Au Kenya, l'opiniâtre travail de sauvegarde des rapaces, menacés d'extinction


Libé
Jeudi 16 Mai 2024

Délicatement, Simon Thomsett retire le bandage qui entoure l'aile blessée d'un bateleur, un aigle des savanes africaines à courte queue. Il soulève quelques plumes, examine l'oiseau anesthésié. "Le chemin est encore long avant la guérison", conclut-il.

"Il a été blessé dans le (parc de) Maasai Mara, nous ne savons pas comment", explique ce vétérinaire de 62 ans qui dirige le sanctuaire de Soysambu, dans le centre du Kenya.
L'aigle d'un an et demi est arrivé il y a cinq mois dans ce centre où sont soignés une trentaine de rapaces, oiseaux carnivores dont la population est menacée d'extinction en Afrique.

Selon une étude publiée en janvier par le Fonds Peregrine, la population de rapaces a chuté de 90% sur le continent ces 40 dernières années.

En cause: la déforestation ; la pratique des éleveurs qui empoisonnent des carcasses de bétail pour tuer des lions, principal prédateur pour leurs troupeaux, mais qui tuent par effet collatéral vautours et charognards ; la multiplication des lignes électriques, fatales pour les oiseaux qui viennent s'y poster pour repérer des proies.

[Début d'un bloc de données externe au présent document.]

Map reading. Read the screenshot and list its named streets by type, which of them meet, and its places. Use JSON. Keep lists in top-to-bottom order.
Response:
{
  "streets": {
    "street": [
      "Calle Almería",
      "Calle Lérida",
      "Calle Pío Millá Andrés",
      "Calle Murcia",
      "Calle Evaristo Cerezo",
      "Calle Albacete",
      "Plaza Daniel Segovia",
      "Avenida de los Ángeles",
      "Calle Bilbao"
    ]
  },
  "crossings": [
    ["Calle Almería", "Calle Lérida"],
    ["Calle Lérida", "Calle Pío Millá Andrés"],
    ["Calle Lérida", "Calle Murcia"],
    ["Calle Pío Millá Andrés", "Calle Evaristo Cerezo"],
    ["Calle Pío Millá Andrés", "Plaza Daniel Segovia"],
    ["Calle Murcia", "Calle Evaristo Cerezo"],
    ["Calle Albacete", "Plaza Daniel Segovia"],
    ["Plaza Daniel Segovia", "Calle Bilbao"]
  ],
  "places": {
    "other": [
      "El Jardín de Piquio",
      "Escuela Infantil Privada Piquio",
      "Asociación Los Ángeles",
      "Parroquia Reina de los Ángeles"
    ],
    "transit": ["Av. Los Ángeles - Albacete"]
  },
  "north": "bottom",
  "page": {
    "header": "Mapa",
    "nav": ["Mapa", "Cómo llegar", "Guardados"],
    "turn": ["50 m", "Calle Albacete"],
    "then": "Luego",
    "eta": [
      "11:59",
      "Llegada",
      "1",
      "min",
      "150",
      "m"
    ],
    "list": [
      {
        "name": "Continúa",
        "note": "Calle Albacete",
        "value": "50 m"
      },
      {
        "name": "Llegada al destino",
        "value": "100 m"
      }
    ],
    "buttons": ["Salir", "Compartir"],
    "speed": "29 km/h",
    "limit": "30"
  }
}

A Soysambu, des dizaines de pylônes électriques installés ces dernières années balafrent la réserve.

"Aujourd'hui, vous pouvez conduire sur 200 kilomètres sans voir un seul rapace", constate Simon Thomsett, dépité: "Il y a 20 ans, vous en auriez vu une centaine".

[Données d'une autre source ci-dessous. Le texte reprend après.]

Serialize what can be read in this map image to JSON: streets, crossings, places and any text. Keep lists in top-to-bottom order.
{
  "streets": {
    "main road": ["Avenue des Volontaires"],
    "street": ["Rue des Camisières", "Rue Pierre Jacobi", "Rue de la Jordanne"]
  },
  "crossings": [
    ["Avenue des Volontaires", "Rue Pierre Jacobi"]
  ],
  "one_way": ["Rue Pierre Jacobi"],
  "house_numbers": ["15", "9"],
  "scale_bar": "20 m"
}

Les rapaces peuvent vivre jusqu'à 50 ans mais leur cycle de reproduction est lent, avec un seul oeuf par an, ce qui ne compense pas le déclin de la population.

"Certaines espèces sont tellement en déclin que peu importe si nous mettons en oeuvre des politiques de protection, elles finiront par disparaître. Il est déjà trop tard", estime Simon Thomsett, qui a dédié sa vie à la préservation des vautours.

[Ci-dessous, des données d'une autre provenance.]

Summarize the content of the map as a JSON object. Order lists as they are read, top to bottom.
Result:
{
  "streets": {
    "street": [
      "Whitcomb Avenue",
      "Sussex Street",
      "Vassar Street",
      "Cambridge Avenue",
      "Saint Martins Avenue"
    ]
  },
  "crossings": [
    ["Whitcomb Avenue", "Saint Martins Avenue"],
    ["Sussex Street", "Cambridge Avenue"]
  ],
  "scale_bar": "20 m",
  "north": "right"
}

Destination touristique majeure d'Afrique de l'Est, le Kenya est réputé pour sa faune et ses safaris.
Mais si les autorités multiplient les efforts pour préserver les animaux emblématiques, comme les lions ou les éléphants, les fonds alloués à la protection des rapaces manquent.

"Il y a tellement de choses qui pourraient être faites, mais nous avons absolument besoin de l'aide, des autorisations et des moyens financiers du gouvernement", plaide Simon Thomsett.
Ni l'agence kényane de préservation de la nature (Kenya Wildlife Service, KWS), ni le ministère en charge de la faune n'ont répondu aux sollicitations de l'AFP.

Les oiseaux de proie souffrent d'une mauvaise réputation. "Les vautours sont considérés comme laids, sales et dégoûtants", souligne Shiv Kapila, qui dirige un autre centre à Naivasha, à une cinquantaine de kilomètres de Soysambu, accueillant 35 rapaces.

"Nous devons convaincre les gens que ce sont non seulement des êtres absolument magnifiques, mais aussi incroyablement utiles" pour l'environnement, poursuit-il, au milieu d'une cage où se côtoient vautours de Rüppell, au plumage foncé et au long cou, et vautours oricou, à la tête au teint rosé.

Certaines espèces, comme les hiboux et les vautours oricou, sont également accusées de porter malheur et prises pour cibles par certaines communautés.

"L'éducation" est essentielle pour la préservation, plaide Shiv Kapila, dont le centre organise des visites scolaires et se rend dans les communautés pour tenter de faire changer les mentalités.
"On voit des différences", souligne Juliet Waiyaki, vétérinaire de 25 ans.
Mais l'ampleur de la tâche interroge parfois la jeune femme, qui a rejoint le sanctuaire en 2023.

"Est-ce que je fais une différence ? Pour être très honnête, je ne sais pas. Je ne peux pas dire que ça fait une différence de sauver huit vautours alors que 300.000 autres sont morts", lâche-t-elle: "Mais nous faisons notre part du travail".
Au sanctuaire de Naivasha, les rapaces peuvent rester de quelques jours à plusieurs années.

Les membres de l'équipe sont contactés des quatre coins du pays pour secourir des oiseaux de proie blessés. "Nous les soignons et si c'est possible, nous les relâchons", relate Shiv Kapila, qui s'enorgueillit que 70% de ses pensionnaires sont libérés dans la nature.

Simon Thomsett croit qu'il y a encore "de la place pour l'optimisme": "Des oiseaux (soignés) vivant dans le coin en ce moment viennent me rendre visite. Ces oiseaux n'avaient aucune chance (de survivre) et pourtant ils sont bel et bien vivants aujourd'hui. Il y a des récompenses incroyables. Il y a des grands moments de joie, et des grands moments de peine".